----- DATASET CONTENT
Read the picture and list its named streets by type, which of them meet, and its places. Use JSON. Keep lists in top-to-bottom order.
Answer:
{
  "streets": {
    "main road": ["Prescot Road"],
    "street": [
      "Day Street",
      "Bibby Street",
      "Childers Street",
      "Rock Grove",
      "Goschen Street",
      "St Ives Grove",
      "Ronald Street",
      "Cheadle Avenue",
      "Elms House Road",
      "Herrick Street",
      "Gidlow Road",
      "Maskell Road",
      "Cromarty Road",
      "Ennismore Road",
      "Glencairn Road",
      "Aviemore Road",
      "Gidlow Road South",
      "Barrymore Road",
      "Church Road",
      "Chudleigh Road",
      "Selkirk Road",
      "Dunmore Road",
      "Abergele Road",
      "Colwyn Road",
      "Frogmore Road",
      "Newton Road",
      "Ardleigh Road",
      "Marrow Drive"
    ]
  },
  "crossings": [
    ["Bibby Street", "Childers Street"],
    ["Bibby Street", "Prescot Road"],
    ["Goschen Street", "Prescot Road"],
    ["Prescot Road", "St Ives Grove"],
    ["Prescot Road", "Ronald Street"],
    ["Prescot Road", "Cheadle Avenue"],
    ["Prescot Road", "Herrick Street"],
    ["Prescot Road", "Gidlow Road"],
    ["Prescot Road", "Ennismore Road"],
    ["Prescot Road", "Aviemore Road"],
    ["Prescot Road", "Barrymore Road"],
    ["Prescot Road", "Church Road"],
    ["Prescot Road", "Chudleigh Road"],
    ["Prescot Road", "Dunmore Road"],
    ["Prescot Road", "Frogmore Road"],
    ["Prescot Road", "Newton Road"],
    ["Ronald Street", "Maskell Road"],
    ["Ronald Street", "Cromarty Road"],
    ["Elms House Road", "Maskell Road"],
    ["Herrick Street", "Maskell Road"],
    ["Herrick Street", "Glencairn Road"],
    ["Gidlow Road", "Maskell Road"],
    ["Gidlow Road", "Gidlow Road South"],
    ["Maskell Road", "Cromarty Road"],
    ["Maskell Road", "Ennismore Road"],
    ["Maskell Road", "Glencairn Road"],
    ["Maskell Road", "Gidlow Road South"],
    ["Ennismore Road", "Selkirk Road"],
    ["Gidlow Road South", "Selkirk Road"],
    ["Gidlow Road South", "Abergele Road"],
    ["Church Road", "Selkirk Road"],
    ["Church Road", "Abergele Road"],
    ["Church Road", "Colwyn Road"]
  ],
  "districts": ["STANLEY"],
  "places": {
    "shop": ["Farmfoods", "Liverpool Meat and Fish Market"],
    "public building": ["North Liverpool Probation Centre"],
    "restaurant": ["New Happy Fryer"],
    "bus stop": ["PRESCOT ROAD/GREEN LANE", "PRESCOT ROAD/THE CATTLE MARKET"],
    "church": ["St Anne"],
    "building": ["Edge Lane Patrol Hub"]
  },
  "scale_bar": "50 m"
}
----------
:: WORK REQUIRED ::
Repeat all of the data shown above, exactly as it appears.

:: WRITTEN REPLY ::
Read the picture and list its named streets by type, which of them meet, and its places. Use JSON. Keep lists in top-to-bottom order.
Answer:
{
  "streets": {
    "main road": ["Prescot Road"],
    "street": [
      "Day Street",
      "Bibby Street",
      "Childers Street",
      "Rock Grove",
      "Goschen Street",
      "St Ives Grove",
      "Ronald Street",
      "Cheadle Avenue",
      "Elms House Road",
      "Herrick Street",
      "Gidlow Road",
      "Maskell Road",
      "Cromarty Road",
      "Ennismore Road",
      "Glencairn Road",
      "Aviemore Road",
      "Gidlow Road South",
      "Barrymore Road",
      "Church Road",
      "Chudleigh Road",
      "Selkirk Road",
      "Dunmore Road",
      "Abergele Road",
      "Colwyn Road",
      "Frogmore Road",
      "Newton Road",
      "Ardleigh Road",
      "Marrow Drive"
    ]
  },
  "crossings": [
    ["Bibby Street", "Childers Street"],
    ["Bibby Street", "Prescot Road"],
    ["Goschen Street", "Prescot Road"],
    ["Prescot Road", "St Ives Grove"],
    ["Prescot Road", "Ronald Street"],
    ["Prescot Road", "Cheadle Avenue"],
    ["Prescot Road", "Herrick Street"],
    ["Prescot Road", "Gidlow Road"],
    ["Prescot Road", "Ennismore Road"],
    ["Prescot Road", "Aviemore Road"],
    ["Prescot Road", "Barrymore Road"],
    ["Prescot Road", "Church Road"],
    ["Prescot Road", "Chudleigh Road"],
    ["Prescot Road", "Dunmore Road"],
    ["Prescot Road", "Frogmore Road"],
    ["Prescot Road", "Newton Road"],
    ["Ronald Street", "Maskell Road"],
    ["Ronald Street", "Cromarty Road"],
    ["Elms House Road", "Maskell Road"],
    ["Herrick Street", "Maskell Road"],
    ["Herrick Street", "Glencairn Road"],
    ["Gidlow Road", "Maskell Road"],
    ["Gidlow Road", "Gidlow Road South"],
    ["Maskell Road", "Cromarty Road"],
    ["Maskell Road", "Ennismore Road"],
    ["Maskell Road", "Glencairn Road"],
    ["Maskell Road", "Gidlow Road South"],
    ["Ennismore Road", "Selkirk Road"],
    ["Gidlow Road South", "Selkirk Road"],
    ["Gidlow Road South", "Abergele Road"],
    ["Church Road", "Selkirk Road"],
    ["Church Road", "Abergele Road"],
    ["Church Road", "Colwyn Road"]
  ],
  "districts": ["STANLEY"],
  "places": {
    "shop": ["Farmfoods", "Liverpool Meat and Fish Market"],
    "public building": ["North Liverpool Probation Centre"],
    "restaurant": ["New Happy Fryer"],
    "bus stop": ["PRESCOT ROAD/GREEN LANE", "PRESCOT ROAD/THE CATTLE MARKET"],
    "church": ["St Anne"],
    "building": ["Edge Lane Patrol Hub"]
  },
  "scale_bar": "50 m"
}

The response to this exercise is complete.